A simple percentage of budget scheme would make a lot of things easier on a lot of people. We'd still want to count membership for other purposes. But I think using it to determine funding for the UUA and Districts is a bad idea.

3 comments:

Chutney said...

I like your idea of doing a percentage of the budget. You could even scale it like a progressive tax, so that those congregations most able to pay paid more as a percentage.

We finally realized this year that a net growth in membership is a drag on the budget until those new members catch up to the average pledge two or three years down the line (those that are still around, anyway). It's one of the hidden costs of growth.

ogre said...

It's a hidden drag--at the worst possible spot (given our dynamics). We get plenty of visitors. We need to not discourage would-be members from joining... and yet this is precisely that; a real world, hard-dollars-and-no-sense reason to discourage new members who are in the low income category.

Who are, ironically, PRECISELY the people we most want to attract as members and talk about all the time; lower-income folk who find us attractive--older youth (I've one sad story there...) and young adults, as well as ethnic/social minorities who are very likely to be (demographically) lower income than their white counterparts.
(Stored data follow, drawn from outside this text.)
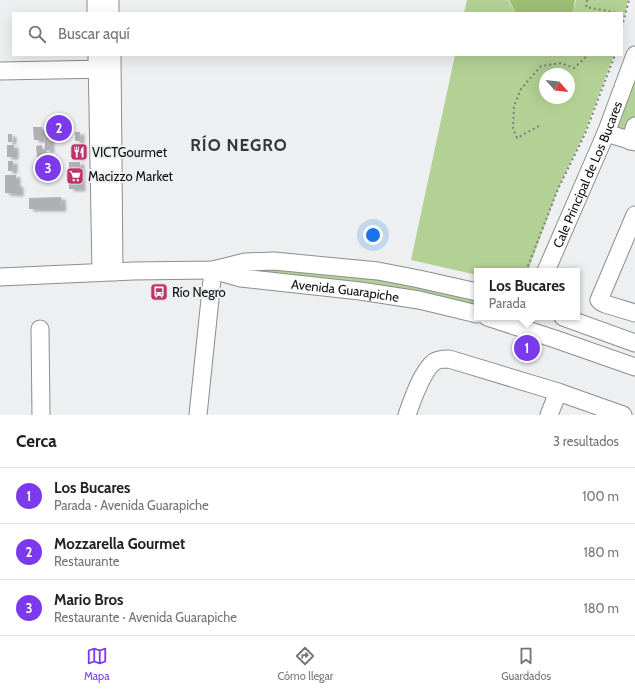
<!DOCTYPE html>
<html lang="es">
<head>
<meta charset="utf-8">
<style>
  :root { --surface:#fff; --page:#f2f2f2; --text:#202124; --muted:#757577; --line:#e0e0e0; --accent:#7c3aed }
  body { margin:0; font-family:Cabin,sans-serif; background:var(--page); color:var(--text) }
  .compass { position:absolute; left:539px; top:68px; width:36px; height:36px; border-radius:50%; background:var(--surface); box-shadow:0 4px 16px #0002; rotate:117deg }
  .you { position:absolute; left:373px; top:235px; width:14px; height:14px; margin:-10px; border:3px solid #fff; border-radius:50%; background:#1a73e8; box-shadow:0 0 0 6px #1a73e833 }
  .badge { display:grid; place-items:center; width:26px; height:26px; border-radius:50%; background:var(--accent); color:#fff; font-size:13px; font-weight:700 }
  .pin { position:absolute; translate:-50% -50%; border:2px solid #fff; box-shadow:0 1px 4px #0006 }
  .popup { position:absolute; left:474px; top:268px; width:106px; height:52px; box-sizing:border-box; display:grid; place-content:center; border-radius:0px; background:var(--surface); filter:drop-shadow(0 1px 3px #0005); font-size:13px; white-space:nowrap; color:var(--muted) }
  .popup b { font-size:15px; color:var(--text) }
  .popup::after { content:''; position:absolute; left:50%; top:100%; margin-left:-8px; border:8px solid transparent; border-top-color:var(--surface) }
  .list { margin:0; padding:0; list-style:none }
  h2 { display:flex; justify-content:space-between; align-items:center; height:52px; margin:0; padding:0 16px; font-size:17px }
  h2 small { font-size:13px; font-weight:400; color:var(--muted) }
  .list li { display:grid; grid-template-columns:26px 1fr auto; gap:12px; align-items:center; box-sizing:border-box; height:56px; padding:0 16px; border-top:1px solid var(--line) }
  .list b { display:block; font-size:15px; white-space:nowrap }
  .list p { margin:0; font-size:13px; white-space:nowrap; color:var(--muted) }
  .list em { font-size:13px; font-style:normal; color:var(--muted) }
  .icon { flex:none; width:22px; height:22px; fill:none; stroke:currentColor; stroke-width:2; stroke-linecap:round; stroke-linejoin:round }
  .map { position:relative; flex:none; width:635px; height:415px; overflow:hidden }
  .search { position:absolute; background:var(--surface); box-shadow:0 4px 16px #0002; left:12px; right:12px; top:12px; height:44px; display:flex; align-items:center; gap:10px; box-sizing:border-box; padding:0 14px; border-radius:0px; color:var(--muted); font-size:15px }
  .sheet { height:220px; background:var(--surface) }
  nav { display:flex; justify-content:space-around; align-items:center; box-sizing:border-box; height:56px; border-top:1px solid var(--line); background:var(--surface); font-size:11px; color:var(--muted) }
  nav a { display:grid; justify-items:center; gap:2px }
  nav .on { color:var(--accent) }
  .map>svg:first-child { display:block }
  .green { fill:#b3d194; fill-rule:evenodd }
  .forest { fill:#9abe72 }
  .building { fill:#aeb0b2; filter:url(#shadow) }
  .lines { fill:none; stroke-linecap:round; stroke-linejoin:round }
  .minor-casing { stroke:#8b8d8f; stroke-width:19 }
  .path { stroke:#7e8081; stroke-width:2; stroke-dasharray:2 3; stroke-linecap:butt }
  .minor { stroke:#fff; stroke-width:17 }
  .labels { text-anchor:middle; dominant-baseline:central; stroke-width:4; stroke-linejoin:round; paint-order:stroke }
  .poi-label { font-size:13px; fill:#0f1010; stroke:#edeff1; text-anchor:start }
  .street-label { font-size:13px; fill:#0f1010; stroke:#edeff1 }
  .district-label { font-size:17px; font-weight:bold; letter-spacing:1px; fill:#363839; stroke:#edeff1 }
</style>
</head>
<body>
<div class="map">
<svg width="635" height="415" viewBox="0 0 635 415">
  <defs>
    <filter id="shadow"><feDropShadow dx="4.5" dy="2.5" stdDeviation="1" flood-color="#0004"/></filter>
  </defs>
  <rect width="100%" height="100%" fill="#edeff1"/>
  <path class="green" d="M 467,0 L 508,0 L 516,13 L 464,13 Z
    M 576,0 L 628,0 L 622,25 L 622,13 L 573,13 Z
    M 455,55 L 614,55 L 584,134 L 558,189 L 528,271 L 477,271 L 477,275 L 411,260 ZM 545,74 L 569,74 L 569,98 L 545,98 Z
    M 635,55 L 635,126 L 630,141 L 606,133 Z
    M 245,262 L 477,292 L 477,314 L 241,278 Z"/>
  <path class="forest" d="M 509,0 L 575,0 L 573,13 L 516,13 Z"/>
  <path class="building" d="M 49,125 L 50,150 L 45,150 L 44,126 Z
    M 54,125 L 64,125 L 64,130 L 54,131 Z
    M 33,127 L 42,127 L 42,140 L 34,140 Z
    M 75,132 L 80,132 L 80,141 L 75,141 Z
    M 8,134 L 12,134 L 12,142 L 8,142 Z
    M 7,145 L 14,145 L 14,157 L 7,157 Z
    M 42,145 L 43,156 L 37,157 L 36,146 Z
    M 76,147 L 81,147 L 81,158 L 76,158 Z
    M 8,161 L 13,161 L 13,171 L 8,171 Z
    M 69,162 L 80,162 L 81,189 L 69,189 Z
    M 42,163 L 53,163 L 54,173 L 43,174 Z
    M 5,175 L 16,175 L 16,184 L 19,185 L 19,194 L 5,193 Z
    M 61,197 L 62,209 L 29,209 L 29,198 Z"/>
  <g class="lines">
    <defs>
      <g id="minor">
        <path d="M 96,0 L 96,13"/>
        <path d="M 110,0 L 110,13"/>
        <path d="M 97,55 L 101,272"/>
        <path d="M 112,55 L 114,272"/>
        <path d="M 0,71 L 108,69"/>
        <path d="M 606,133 L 635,142"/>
        <path d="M 630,141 L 635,126"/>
        <path d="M 635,215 L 599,300 L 601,302 L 605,304 L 635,313"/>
        <path id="s1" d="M 213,270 L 241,278 L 360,291 L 419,300 L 477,314"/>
        <path id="s2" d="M 546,271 L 606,133 L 635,55"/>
        <path d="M 0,277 L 133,271 L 213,270 L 245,262 L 274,261 L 378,271 L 419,279 L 477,292"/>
        <path d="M 487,317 L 555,339 L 635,367"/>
        <path d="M 563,317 L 635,343"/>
        <path d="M 40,329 L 41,415"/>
        <path d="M 198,415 L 213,270"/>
        <path d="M 407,415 C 412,401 422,371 434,362 C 438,359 444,359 449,359 L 558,392 L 623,415"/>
        <path d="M 549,415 L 558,392"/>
      </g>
    </defs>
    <use href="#minor" class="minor-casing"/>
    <path class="path" d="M 587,0 L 586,7 L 618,13
      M 622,27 L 629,0
      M 539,126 L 517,138 L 513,128 L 514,106 L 521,89 L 541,66 L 561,63 L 574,68 L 588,55
      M 526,271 L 558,189 L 585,134 L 615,55"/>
    <use href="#minor" class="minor"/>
  </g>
  <defs>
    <symbol id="restaurant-square" viewBox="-11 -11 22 22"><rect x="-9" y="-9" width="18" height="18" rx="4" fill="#be336c" stroke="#edeff1"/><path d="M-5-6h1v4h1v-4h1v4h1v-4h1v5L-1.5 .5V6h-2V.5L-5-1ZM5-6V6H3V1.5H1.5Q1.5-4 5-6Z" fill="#fff"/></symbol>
    <symbol id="supermarket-square" viewBox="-11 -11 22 22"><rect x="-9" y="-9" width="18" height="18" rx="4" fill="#be336c" stroke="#edeff1"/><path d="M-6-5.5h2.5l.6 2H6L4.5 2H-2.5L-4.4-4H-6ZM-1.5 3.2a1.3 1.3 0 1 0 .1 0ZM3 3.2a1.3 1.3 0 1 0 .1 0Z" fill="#fff"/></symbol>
    <symbol id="bus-square" viewBox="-11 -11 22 22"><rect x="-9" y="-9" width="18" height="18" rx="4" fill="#be336c" stroke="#edeff1"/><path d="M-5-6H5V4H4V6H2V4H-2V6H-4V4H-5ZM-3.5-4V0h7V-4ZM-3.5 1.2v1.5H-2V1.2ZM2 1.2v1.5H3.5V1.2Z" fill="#fff"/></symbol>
  </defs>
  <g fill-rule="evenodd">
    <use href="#restaurant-square" x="69" y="142" width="20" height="20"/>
    <use href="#supermarket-square" x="65" y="166" width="20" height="20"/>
    <use href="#bus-square" x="149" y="282" width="20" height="20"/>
  </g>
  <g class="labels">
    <g class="poi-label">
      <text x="92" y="152">VICTGourmet</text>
      <text x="88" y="176">Macizzo Market</text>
      <text x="172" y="292">Río Negro</text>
    </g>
    <g class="street-label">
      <text stroke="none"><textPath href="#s2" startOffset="105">Cale Principal de Los Bucares</textPath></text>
      <text stroke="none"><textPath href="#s1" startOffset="134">Avenida Guarapiche</textPath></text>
    </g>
    <g class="district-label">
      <text x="239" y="145">RÍO NEGRO</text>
    </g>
  </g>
</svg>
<svg class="compass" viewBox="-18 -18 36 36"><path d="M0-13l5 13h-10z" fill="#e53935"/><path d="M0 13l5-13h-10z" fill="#757577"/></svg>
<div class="you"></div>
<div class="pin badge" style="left:527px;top:348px">1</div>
<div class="popup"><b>Los Bucares</b>Parada</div>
<div class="pin badge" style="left:59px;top:128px">2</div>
<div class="pin badge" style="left:48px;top:168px">3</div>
<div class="search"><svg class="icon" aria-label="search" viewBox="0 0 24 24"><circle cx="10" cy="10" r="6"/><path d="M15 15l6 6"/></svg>Buscar aquí</div>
</div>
<section class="sheet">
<h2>Cerca<small>3 resultados</small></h2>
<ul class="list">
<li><span class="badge">1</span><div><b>Los Bucares</b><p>Parada · Avenida Guarapiche</p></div><em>100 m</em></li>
<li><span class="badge">2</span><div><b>Mozzarella Gourmet</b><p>Restaurante</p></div><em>180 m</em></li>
<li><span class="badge">3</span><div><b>Mario Bros</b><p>Restaurante · Avenida Guarapiche</p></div><em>180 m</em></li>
</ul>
</section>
<nav>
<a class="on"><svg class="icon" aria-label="map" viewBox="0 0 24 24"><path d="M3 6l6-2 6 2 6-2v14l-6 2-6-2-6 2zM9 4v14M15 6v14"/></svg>Mapa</a>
<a><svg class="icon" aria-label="directions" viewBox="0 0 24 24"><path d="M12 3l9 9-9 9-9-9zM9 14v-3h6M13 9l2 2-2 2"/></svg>Cómo llegar</a>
<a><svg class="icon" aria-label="saved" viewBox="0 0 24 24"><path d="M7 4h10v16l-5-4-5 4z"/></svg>Guardados</a>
</nav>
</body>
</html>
It's a classic example of organizationally shooting ourselves in the foot. Over and over, year after year. I'd bet that the effect is easily greater than nominal shrinkage of the past couple years.

Chutney said...

I would still require a monetary donation for membership, though. We let people know that if they can't give, we're happy to make a donation in their name from the minister's discretionary fund. Almost everyone can give something.